Lock-Free MPMC Queues And Hazard Pointers

June 1, 2026 • Interview Review

This note is my interview-ready explanation of a Michael-Scott-style multi-producer, multi-consumer queue in C++: where it linearizes, what compare-and-swap actually protects, and why memory reclamation is a separate problem.

One-minute project answer. The core is a Michael-Scott MPMC queue. Enqueue linearizes when a producer links a new node through `tail->next`. Dequeue linearizes when a consumer advances `head` to the next node. The hard part in C++ is not only moving pointers atomically; removed nodes cannot be deleted immediately because another thread may still hold a raw pointer. Hazard pointers solve that by letting threads publish the nodes they may dereference. Removed nodes are retired first and deleted only after a scan proves no hazard pointer protects them.

Queue Shape

The queue uses a dummy head node. With one real value, the shape is:

head_
  |
  v
[dummy/no value] -> [value A] <- tail_

On dequeue, the value comes from `head->next`, not from the old dummy head. A successful dequeue advances `head_` and retires the old dummy node.

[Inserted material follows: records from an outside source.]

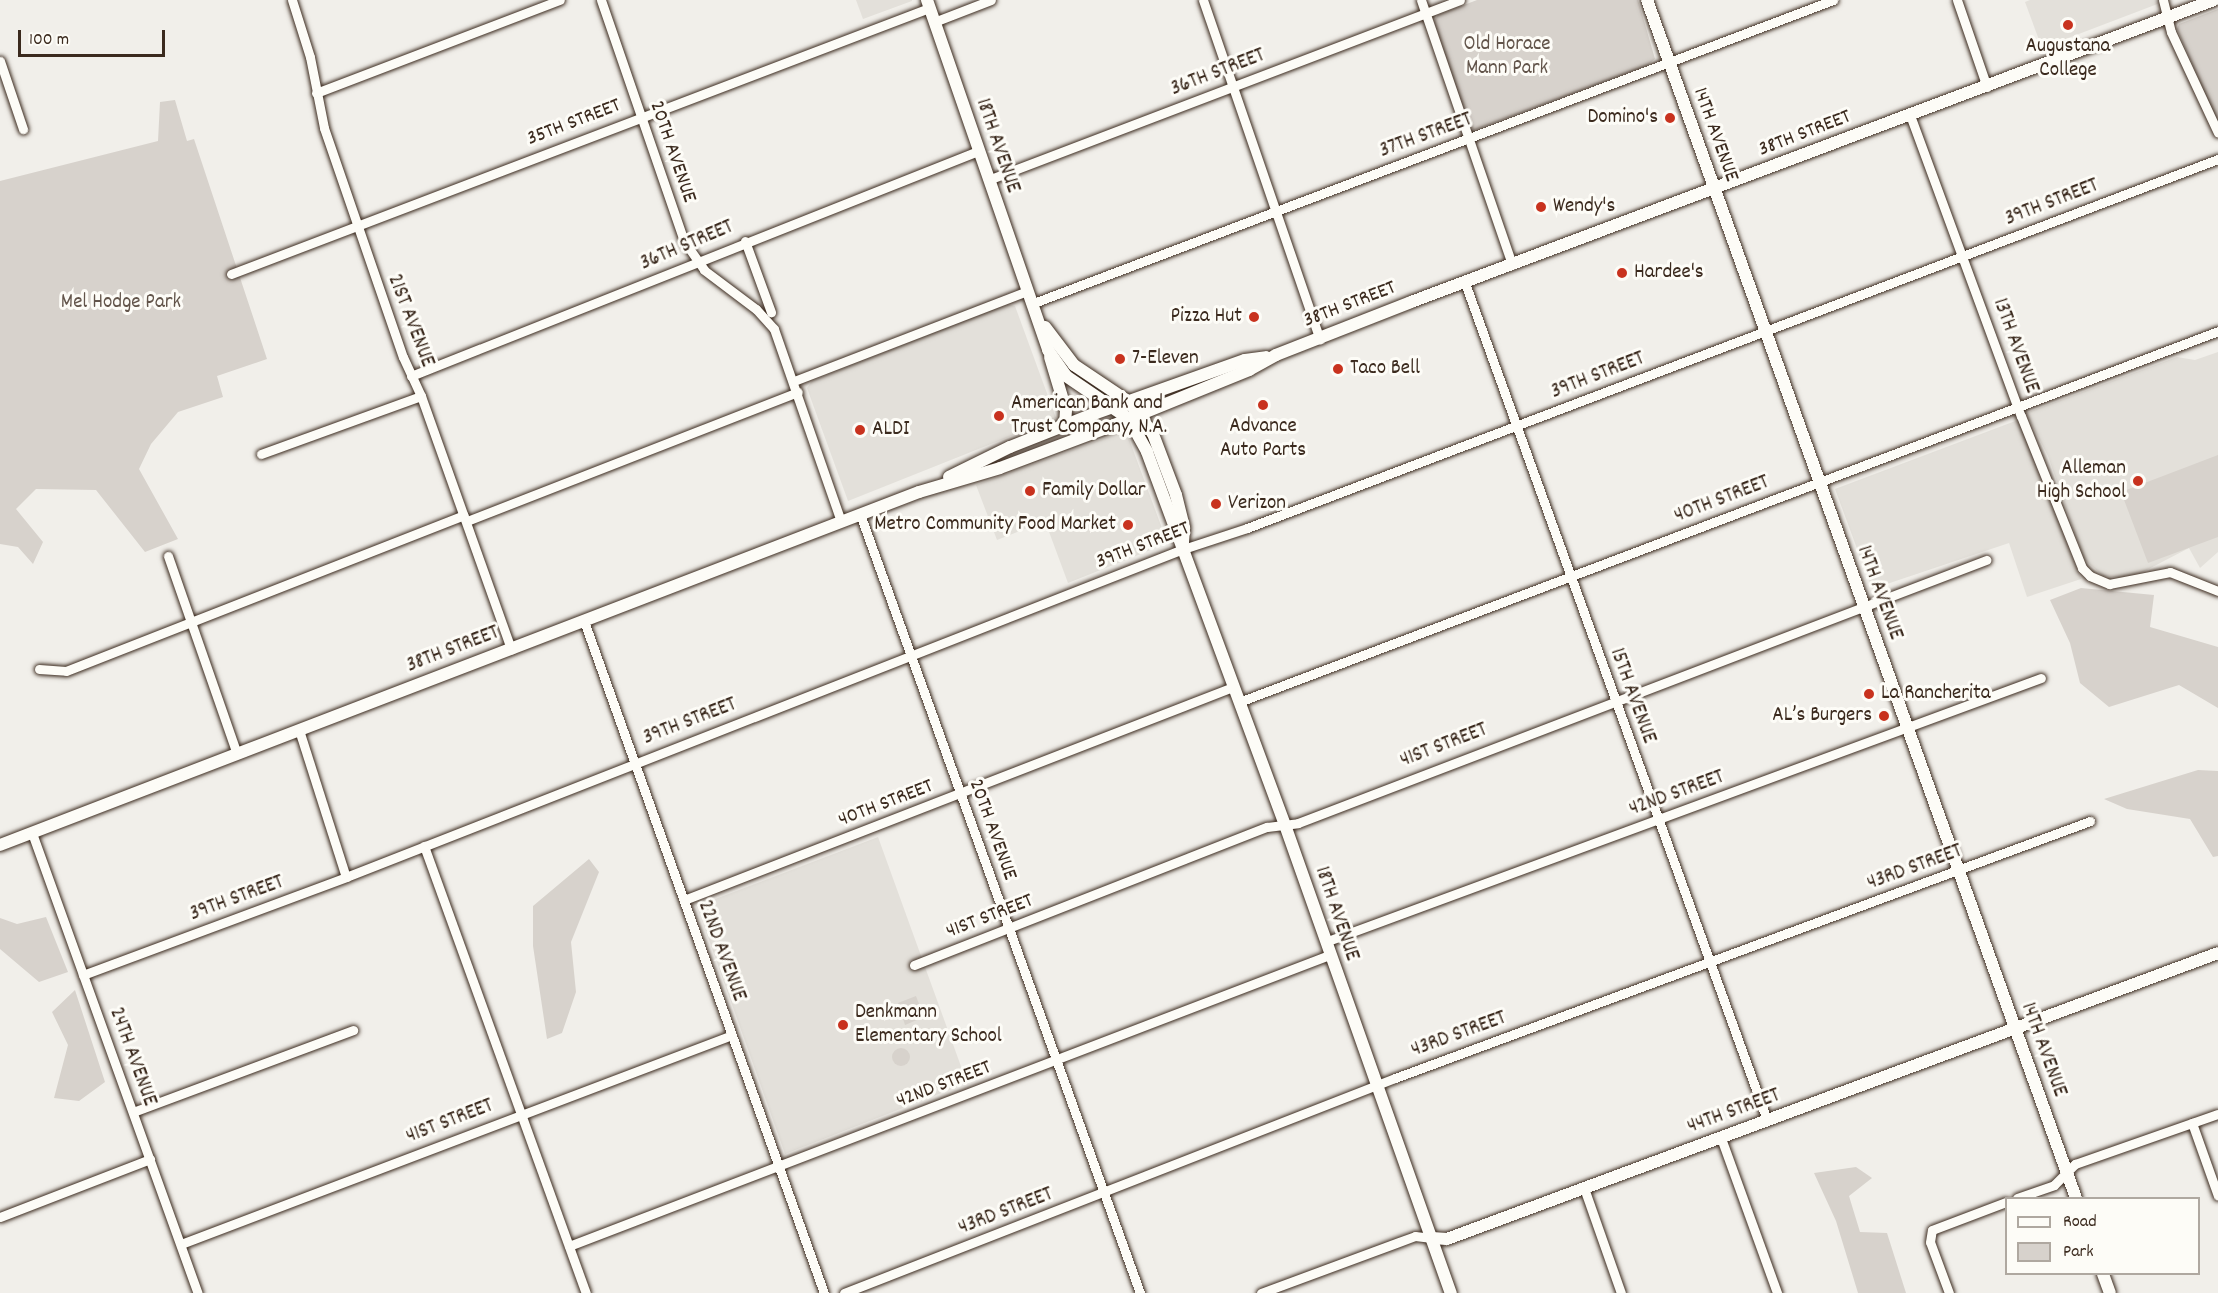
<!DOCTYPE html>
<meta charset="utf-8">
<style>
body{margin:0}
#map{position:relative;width:2218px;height:1293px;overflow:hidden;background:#f1efea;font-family:Dekko,sans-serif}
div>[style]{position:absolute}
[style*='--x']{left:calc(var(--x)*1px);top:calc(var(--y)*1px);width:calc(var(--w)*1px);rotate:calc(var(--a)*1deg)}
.built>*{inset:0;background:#e3e0da}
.green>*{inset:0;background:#d7d2cc}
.round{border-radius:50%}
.roads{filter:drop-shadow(0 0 2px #3b2a1e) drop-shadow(0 0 2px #3b2a1e)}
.minor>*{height:9px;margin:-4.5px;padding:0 4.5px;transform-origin:4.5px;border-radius:4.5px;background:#fdfcf7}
.tertiary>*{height:12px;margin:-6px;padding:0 6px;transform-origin:6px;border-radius:6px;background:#fdfcf7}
.dots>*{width:16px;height:16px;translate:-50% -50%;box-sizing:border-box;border:3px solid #fdfcf7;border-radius:50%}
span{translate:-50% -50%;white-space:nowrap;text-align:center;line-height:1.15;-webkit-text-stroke:6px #fdfcf7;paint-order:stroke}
.park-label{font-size:21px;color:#62544a}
.poi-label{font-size:21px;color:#3b2a1e}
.right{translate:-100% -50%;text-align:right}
.left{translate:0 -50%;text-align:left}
.street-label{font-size:21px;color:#3b2a1e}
.legend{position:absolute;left:2005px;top:1197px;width:195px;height:78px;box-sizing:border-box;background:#fdfcf7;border:2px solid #afa8a0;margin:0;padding:8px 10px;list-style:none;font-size:18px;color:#3b2a1e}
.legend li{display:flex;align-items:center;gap:12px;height:30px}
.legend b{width:30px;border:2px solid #afa8a0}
.scale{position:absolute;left:18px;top:30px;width:147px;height:27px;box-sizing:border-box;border:3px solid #3b2a1e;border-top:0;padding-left:8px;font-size:18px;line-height:21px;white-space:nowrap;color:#3b2a1e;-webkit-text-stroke:4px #fdfcf7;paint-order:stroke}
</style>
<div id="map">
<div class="built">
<i style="clip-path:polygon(856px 0,912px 0,912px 1px,863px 19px)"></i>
<i style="clip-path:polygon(2030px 0,2168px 0,2042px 48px,2025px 2px)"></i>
<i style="clip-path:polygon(1007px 304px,1015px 306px,1056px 418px,848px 501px,807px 388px,812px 381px)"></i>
<i style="clip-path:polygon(2218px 352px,2218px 552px,2200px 568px,2189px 548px,2137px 575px,2124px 578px,2103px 576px,2084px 559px,2048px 456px,2026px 413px,2177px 357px,2195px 360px)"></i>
<i style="clip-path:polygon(2018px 420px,2081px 579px,2027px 597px,2009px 543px,1872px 589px,1835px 489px)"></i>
<i style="clip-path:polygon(1119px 433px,1129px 439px,1166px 539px,1163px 545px,1068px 583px,1045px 521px,997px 540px,976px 485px)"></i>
<i style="clip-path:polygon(878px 837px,967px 1083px,785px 1154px,697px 906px)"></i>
</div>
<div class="green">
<i style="clip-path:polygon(1477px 0,1638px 0,1655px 59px,1646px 66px,1474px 130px,1468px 124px,1434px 21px,1438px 15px)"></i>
<i style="clip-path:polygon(2218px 9px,2218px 123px,2177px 29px,2179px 24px)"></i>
<i style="clip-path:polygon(175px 100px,187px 141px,194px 139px,267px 359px,217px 376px,223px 397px,178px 412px,151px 444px,139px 469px,178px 539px,145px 552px,96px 490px,36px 489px,16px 509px,43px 542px,33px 564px,18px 547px,0 544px,0 181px,158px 141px,160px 102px)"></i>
<i style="clip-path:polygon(2218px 455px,2218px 537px,2148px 563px,2121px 492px)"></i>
<i style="clip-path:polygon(2081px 588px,2154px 595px,2150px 627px,2218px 647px,2218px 708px,2179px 685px,2109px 707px,2080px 683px,2070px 643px,2050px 600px)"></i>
<i style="clip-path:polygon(2198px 770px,2218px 771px,2218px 856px,2213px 857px,2190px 819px,2127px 809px,2104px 799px)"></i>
<i style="clip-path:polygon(589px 859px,599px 872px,571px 942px,576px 992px,562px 1033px,547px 1039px,533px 946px,533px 906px)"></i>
<i style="clip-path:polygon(46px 917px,68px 972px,39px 982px,0 949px,0 918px,17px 924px)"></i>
<i style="clip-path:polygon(75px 990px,105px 1082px,79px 1101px,54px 1098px,68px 1045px,52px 1012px)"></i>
<i style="clip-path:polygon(916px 996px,924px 1017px,905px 1025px,898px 1003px)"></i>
<i class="round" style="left:892px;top:1048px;width:18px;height:18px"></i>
<i style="clip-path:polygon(1856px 1167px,1872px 1178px,1849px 1196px,1860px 1232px,1887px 1233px,1906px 1293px,1858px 1293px,1836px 1221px,1814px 1173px)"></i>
</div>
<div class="roads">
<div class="minor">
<i style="--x:292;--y:0;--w:60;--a:72.5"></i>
<i style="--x:310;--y:57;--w:72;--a:78.8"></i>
<i style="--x:324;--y:128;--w:242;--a:71"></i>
<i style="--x:403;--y:357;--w:43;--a:65.2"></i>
<i style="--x:421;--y:396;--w:269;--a:70.4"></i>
<i style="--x:601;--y:0;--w:255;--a:71"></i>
<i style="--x:684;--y:241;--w:35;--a:55"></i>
<i style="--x:704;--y:270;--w:65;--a:36.9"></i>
<i style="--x:756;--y:309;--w:27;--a:48"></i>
<i style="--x:774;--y:329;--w:203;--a:70.8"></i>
<i style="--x:1203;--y:0;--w:359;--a:71"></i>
<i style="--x:1421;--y:0;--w:280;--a:71"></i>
<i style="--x:1957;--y:0;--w:92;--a:71"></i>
<i style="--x:2163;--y:0;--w:33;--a:76"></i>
<i style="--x:2171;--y:32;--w:111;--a:65"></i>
<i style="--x:934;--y:22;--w:61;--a:-21.1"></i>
<i style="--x:0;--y:61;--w:72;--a:71.3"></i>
<i style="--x:316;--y:93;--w:261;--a:-20.9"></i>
<i style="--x:1910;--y:115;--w:321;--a:69.8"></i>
<i style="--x:2021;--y:416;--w:164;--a:68.1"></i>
<i style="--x:2082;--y:568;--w:11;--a:45"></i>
<i style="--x:2090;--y:576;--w:21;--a:23"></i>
<i style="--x:2109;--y:584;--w:62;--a:-11.1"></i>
<i style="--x:2170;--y:572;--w:52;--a:21.6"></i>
<i style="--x:988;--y:180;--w:505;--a:-20.87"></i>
<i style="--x:745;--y:241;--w:76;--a:69.9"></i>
<i style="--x:231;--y:274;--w:747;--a:-20.86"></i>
<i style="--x:1465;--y:283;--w:890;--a:70.16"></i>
<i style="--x:1031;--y:304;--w:858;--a:-20.76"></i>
<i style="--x:411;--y:376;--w:610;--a:-21.64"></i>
<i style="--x:794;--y:381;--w:250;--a:-21.1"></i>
<i style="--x:261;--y:454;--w:170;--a:-19.9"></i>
<i style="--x:860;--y:514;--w:828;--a:70.23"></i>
<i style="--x:467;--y:521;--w:355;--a:-21.3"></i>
<i style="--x:168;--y:556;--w:210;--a:70.8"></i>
<i style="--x:584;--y:621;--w:714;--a:70.35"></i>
<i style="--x:39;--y:669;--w:27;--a:4"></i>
<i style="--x:66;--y:671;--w:427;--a:-21.4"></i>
<i style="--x:1239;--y:702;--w:1047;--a:-20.75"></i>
<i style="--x:299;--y:730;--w:154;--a:72.3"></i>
<i style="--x:32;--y:833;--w:489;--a:70.2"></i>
<i style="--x:424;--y:846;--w:475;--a:70.1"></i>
<i style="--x:684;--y:900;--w:589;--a:-21.21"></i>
<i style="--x:1325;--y:942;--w:763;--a:-20.24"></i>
<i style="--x:914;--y:965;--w:379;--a:-21.4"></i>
<i style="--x:1267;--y:827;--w:31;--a:-7"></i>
<i style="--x:1298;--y:823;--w:737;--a:-20.92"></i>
<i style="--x:83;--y:975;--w:281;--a:-20.4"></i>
<i style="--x:346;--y:877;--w:899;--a:-21.4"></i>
<i style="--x:1183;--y:549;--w:67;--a:-18.2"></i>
<i style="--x:1247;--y:528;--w:1039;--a:-20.81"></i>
<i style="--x:133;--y:1112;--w:235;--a:-20.4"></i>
<i style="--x:2192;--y:1123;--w:77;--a:70.4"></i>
<i style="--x:1721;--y:1138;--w:165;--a:70.1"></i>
<i style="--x:1584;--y:1188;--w:111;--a:70.6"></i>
<i style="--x:2017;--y:1198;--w:39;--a:-19"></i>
<i style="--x:2054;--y:1185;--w:30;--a:-45"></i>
<i style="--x:2075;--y:1164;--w:151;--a:-19.3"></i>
<i style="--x:0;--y:1217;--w:161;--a:-21.1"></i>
<i style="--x:181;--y:1244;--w:589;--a:-20.77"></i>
<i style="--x:569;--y:1246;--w:814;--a:-20.95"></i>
<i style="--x:844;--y:1293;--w:591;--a:-21.32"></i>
<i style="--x:1395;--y:1078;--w:741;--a:-20.29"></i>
<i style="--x:1261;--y:1293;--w:164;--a:-20.3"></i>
<i style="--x:1415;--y:1236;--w:17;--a:7"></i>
<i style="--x:1949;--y:1293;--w:54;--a:-110.4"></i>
<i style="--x:1930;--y:1242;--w:12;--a:-81"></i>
<i style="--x:1932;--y:1230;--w:79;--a:-20.7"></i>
</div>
<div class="tertiary">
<i style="--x:927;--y:0;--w:370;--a:70.9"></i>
<i style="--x:1048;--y:350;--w:32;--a:55"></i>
<i style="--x:1066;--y:376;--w:76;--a:34.3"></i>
<i style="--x:1129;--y:419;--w:38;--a:61"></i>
<i style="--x:1147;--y:452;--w:398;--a:69.7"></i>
<i style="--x:1285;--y:825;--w:497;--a:70.5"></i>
<i style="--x:1647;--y:0;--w:1272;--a:70.3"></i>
<i style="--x:1045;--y:327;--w:48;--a:52.7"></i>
<i style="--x:1074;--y:365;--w:66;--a:33.9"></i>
<i style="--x:1129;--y:402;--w:40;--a:53"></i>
<i style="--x:1153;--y:434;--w:65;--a:69.3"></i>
<i style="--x:1176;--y:495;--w:34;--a:76"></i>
<i style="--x:1184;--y:528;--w:16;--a:94"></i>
<i style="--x:1050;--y:357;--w:55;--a:73.2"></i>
<i style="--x:1066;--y:410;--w:13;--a:94"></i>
<i style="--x:1065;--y:423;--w:7;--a:146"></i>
<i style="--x:949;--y:477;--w:68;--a:-26.2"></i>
<i style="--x:1010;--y:447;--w:92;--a:-21.6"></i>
<i style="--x:1096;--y:413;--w:158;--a:-19.6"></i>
<i style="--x:1245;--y:360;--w:21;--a:-8"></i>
<i style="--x:0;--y:845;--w:984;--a:-21.01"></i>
<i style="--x:919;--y:492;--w:84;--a:-16.5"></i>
<i style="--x:1000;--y:468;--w:111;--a:-20.6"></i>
<i style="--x:1104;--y:429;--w:157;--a:-22.1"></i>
<i style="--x:1249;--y:370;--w:31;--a:-29"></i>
<i style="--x:1276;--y:355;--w:145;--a:-21.4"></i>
<i style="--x:1411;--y:302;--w:858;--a:-20.61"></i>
<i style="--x:1432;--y:1238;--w:15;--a:4"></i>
<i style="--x:1447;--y:1239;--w:822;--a:-20.35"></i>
<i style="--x:2103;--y:1274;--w:20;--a:70"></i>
</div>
</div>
<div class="dots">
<i style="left:2068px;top:25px;background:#c8321e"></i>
<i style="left:1670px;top:118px;background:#c8321e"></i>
<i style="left:1541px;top:207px;background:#c8321e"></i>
<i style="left:1622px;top:273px;background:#c8321e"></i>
<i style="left:1254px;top:317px;background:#c8321e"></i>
<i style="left:1120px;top:359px;background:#c8321e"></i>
<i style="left:1338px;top:369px;background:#c8321e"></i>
<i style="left:1263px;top:405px;background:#c8321e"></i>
<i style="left:999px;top:416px;background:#c8321e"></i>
<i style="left:860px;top:430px;background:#c8321e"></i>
<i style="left:2138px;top:481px;background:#c8321e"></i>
<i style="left:1030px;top:491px;background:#c8321e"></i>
<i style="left:1216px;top:504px;background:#c8321e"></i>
<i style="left:1128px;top:525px;background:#c8321e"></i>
<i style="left:1869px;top:694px;background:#c8321e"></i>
<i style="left:1884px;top:716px;background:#c8321e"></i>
<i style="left:843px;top:1025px;background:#c8321e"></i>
</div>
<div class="park-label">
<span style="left:1507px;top:57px">Old Horace<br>Mann Park</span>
<span style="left:121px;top:303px">Mel Hodge Park</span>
</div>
<div class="poi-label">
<span style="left:2068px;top:59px">Augustana<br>College</span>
<span class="right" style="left:1658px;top:118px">Domino's</span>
<span class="left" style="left:1553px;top:207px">Wendy's</span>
<span class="left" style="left:1634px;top:273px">Hardee's</span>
<span class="right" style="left:1242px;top:317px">Pizza Hut</span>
<span class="left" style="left:1132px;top:359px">7-Eleven</span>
<span class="left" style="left:1350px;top:369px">Taco Bell</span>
<span class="left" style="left:1011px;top:416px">American Bank and<br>Trust Company, N.A.</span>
<span style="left:1263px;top:439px">Advance<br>Auto Parts</span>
<span class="left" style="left:872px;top:430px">ALDI</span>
<span class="right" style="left:2126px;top:481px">Alleman<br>High School</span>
<span class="left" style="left:1042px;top:491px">Family Dollar</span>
<span class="left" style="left:1228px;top:504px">Verizon</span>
<span class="right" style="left:1116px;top:525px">Metro Community Food Market</span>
<span class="left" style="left:1881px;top:694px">La Rancherita</span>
<span class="right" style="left:1872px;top:716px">AL’s Burgers</span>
<span class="left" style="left:855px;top:1025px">Denkmann<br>Elementary School</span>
</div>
<div class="street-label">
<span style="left:1218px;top:73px;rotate:-21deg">36TH STREET</span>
<span style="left:574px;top:123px;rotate:-21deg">35TH STREET</span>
<span style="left:1805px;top:134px;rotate:-21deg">38TH STREET</span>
<span style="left:1715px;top:135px;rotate:70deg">14TH AVENUE</span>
<span style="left:1426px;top:136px;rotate:-20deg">37TH STREET</span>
<span style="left:997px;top:146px;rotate:71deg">18TH AVENUE</span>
<span style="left:672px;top:152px;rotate:71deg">20TH AVENUE</span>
<span style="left:2052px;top:203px;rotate:-21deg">39TH STREET</span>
<span style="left:687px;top:246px;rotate:-23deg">36TH STREET</span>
<span style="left:1350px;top:305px;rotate:-21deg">38TH STREET</span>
<span style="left:410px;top:321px;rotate:69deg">21ST AVENUE</span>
<span style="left:2015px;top:346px;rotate:70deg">13TH AVENUE</span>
<span style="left:1598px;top:376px;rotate:-21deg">39TH STREET</span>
<span style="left:1722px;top:500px;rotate:-21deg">40TH STREET</span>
<span style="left:1143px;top:546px;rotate:-21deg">39TH STREET</span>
<span style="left:1879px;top:593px;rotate:70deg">14TH AVENUE</span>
<span style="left:453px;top:650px;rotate:-21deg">38TH STREET</span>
<span style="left:1632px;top:696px;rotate:70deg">15TH AVENUE</span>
<span style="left:690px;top:722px;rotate:-21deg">39TH STREET</span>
<span style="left:1444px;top:746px;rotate:-21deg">41ST STREET</span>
<span style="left:1677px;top:794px;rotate:-20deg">42ND STREET</span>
<span style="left:886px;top:804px;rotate:-21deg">40TH STREET</span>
<span style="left:992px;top:830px;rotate:70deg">20TH AVENUE</span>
<span style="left:1915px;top:868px;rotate:-20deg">43RD STREET</span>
<span style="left:237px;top:899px;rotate:-20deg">39TH STREET</span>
<span style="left:1336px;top:914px;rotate:71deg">18TH AVENUE</span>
<span style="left:990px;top:917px;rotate:-21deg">41ST STREET</span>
<span style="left:721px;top:951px;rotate:70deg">22ND AVENUE</span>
<span style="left:1459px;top:1035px;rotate:-20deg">43RD STREET</span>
<span style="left:2043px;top:1050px;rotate:70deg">14TH AVENUE</span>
<span style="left:132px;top:1057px;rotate:70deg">24TH AVENUE</span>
<span style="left:944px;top:1085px;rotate:-21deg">42ND STREET</span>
<span style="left:1734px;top:1112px;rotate:-20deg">44TH STREET</span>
<span style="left:450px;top:1122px;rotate:-21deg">41ST STREET</span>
<span style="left:1006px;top:1212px;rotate:-21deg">43RD STREET</span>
</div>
<ul class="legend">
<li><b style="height:8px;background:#fdfcf7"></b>Road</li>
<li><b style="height:16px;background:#d7d2cc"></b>Park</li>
</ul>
<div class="scale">100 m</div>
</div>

out = std::move(*next->value);
next->value.reset();
head_.compare_exchange_strong(h, next, ...);
retire_or_delete(h);

Enqueue Linearization

Enqueue repeatedly snapshots `tail_` and `tail->next`. If `tail->next` is null, the observed tail appears to be the real last node. The producer tries to link its new node there:

if (next == nullptr) {
    if (t->next.compare_exchange_weak(next, n, ...)) {
        tail_.compare_exchange_strong(t, n, ...);
        return;
    }
}

The linearization point is the successful CAS on `t->next`. Advancing `tail_` afterward is helpful for performance but not what makes the new node reachable.

If `next != nullptr`, the observed tail is stale. The thread helps move `tail_` forward. This helping behavior is the lock-free bargain: losing one CAS often means another thread made progress.

Dequeue Linearization

Dequeue snapshots `head_`, protects it, reads `head->next`, and tries to advance `head_`:

if (next == nullptr) {
    return false;
}

if (head_.compare_exchange_strong(h, next, ...)) {
    out = std::move(*next->value);
    next->value.reset();
    retire_or_delete(h);
    return true;
}

The linearization point is the successful CAS on `head_`. After that point, this consumer owns the logical dequeue of that value.

Atomics And Memory Ordering

A mutex protects a region of code. An atomic protects operations on one object. In the queue, the shared state is `head_`, `tail_`, and each node's `next` pointer.

Ordering	Mental model
`relaxed`	Atomicity only, no ordering for surrounding memory.
`release`	Publish earlier writes.
`acquire`	Observe published state so later reads can rely on it.
`acq_rel`	Acquire plus release, common for read-modify-write operations.
`seq_cst`	Strongest global ordering, simpler but often more expensive.

For a queue node, the producer initializes the payload, then publishes the node pointer. A consumer that acquire-loads the pointer can safely read the initialized payload. Acquire/release is not a lock; it only synchronizes when the acquire observes the released value.

Why Hazard Pointers Exist

Lock-free pointer algorithms still have to decide when it is safe to delete removed nodes. A thread may load a pointer, get paused, and later dereference it. Meanwhile another thread might remove the node. Without a reclamation scheme, that is a use-after-free.

A hazard pointer is a public announcement:

I may still dereference this node. Do not delete it yet.

A typical hazard-domain table is an array of atomic pointers. Each participating thread owns one or more slot IDs, but the slot contents are globally visible so other threads can scan them before deleting retired nodes.

Validation Is Crucial

The pattern is not merely "load pointer, publish pointer." The thread must validate that the pointer was still current after publication became visible:

node* t = tail_.load(std::memory_order_acquire);
hazard_slot.store(t, std::memory_order_release);

if (t != tail_.load(std::memory_order_acquire)) {
    retry;
}

After validation, `t` may still become logically stale, but it cannot be deleted while the hazard slot contains it. That separates "safe to dereference" from "still the right algorithmic snapshot."

ABA And Reclamation

CAS checks whether a pointer value still equals the expected value. It can be fooled if a memory address goes through an `A -> B -> A` cycle while representing a different object. Hazard pointers help with the memory-reuse form of ABA by preventing a protected node from being deleted and reused while a thread might still dereference it.

Removed nodes go into a retired list. Periodically, the thread snapshots all hazard slots and deletes only retired nodes that do not appear in that snapshot:

retired_list = [A, C, X, D]
hazards      = [A, B, X]

delete C and D
keep A and X

When Lock-Free Is Worth It

Lock-free does not automatically mean faster. A simple mutex queue can win for tiny operations because the lock-free version pays for CAS retries, cache-line bouncing, per-node allocation, hazard publication, and scanning. The reason to build and study the lock-free queue is progress behavior under contention and the correctness problems that appear without a global lock.

Core intuition. Many threads repeatedly race to win one small CAS. The enqueue winner links `tail->next`; the dequeue winner advances `head_`. Losers retry or help advance stale pointers. If this thread loses, some other thread usually made progress.